Science. 2017 Oct 20;358(6361):347-351. doi: 10.1126/science.aal2456.
7
From Nanoscale to Microscale: Crossover in the Diffusion Dynamics within Two Pyrrolidinium-Based Ionic Liquids.从纳米尺度到微米尺度:两种基于吡咯烷鎓的离子液体中扩散动力学的交叉
J Phys Chem Lett. 2017 Oct 19;8(20):5196-5202. doi: 10.1021/acs.jpclett.7b02431. Epub 2017 Oct 10.
8
X-Nuclei NMR Self-Diffusion Studies in Mesoporous Silica Foam and Microporous MOF CuBTC.介孔二氧化硅泡沫和微孔MOF CuBTC中的X核核磁共振自扩散研究
Materials (Basel). 2012 Apr 12;5(4):617-633. doi: 10.3390/ma5040617.
9
A pressure-amplifying framework material with negative gas adsorption transitions.一种具有负气体吸附转变的压力放大框架材料。
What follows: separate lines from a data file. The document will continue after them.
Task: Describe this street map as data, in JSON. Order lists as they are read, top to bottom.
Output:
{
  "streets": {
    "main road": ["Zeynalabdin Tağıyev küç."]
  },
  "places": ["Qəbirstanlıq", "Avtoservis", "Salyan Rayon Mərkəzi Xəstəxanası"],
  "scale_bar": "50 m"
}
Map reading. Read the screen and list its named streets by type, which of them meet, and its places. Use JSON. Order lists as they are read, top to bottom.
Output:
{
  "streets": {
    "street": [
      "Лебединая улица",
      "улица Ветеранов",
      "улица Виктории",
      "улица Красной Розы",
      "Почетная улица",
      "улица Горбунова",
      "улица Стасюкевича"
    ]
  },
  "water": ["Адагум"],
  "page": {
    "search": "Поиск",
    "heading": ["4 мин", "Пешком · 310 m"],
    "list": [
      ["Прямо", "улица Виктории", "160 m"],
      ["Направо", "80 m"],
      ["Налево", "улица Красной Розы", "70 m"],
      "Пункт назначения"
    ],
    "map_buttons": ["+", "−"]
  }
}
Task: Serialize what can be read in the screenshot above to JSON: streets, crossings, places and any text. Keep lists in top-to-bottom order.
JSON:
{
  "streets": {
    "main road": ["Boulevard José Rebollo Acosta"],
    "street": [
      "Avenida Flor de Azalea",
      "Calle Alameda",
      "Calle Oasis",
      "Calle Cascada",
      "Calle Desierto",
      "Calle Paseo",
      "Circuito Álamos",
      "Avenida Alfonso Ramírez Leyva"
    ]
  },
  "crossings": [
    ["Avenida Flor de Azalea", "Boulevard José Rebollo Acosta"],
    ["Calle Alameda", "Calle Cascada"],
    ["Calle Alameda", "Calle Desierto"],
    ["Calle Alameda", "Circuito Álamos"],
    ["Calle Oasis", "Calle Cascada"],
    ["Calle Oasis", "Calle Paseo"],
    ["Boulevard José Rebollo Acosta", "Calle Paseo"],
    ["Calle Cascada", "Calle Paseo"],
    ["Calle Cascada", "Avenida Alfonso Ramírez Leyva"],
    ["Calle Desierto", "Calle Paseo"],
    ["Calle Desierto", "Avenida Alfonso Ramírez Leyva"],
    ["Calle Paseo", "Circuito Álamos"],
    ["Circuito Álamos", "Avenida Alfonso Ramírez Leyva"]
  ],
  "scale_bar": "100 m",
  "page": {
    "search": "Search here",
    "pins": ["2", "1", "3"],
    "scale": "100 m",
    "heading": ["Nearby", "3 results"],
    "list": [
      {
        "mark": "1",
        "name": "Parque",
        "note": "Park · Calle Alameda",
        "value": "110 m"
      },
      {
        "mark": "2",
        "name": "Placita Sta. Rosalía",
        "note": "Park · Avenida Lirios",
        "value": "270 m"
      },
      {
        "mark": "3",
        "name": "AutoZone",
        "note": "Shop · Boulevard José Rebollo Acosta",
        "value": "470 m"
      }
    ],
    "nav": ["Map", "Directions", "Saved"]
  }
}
Nature. 2016 Apr 21;532(7599):348-52. doi: 10.1038/nature17430. Epub 2016 Apr 6.
10
Self-Diffusion of Chain Molecules in the Metal-Organic Framework IRMOF-1: Simulation and Experiment.金属有机框架IRMOF-1中链状分子的自扩散:模拟与实验
J Phys Chem Lett. 2012 Apr 5;3(7):930-3. doi: 10.1021/jz300141n. Epub 2012 Mar 19.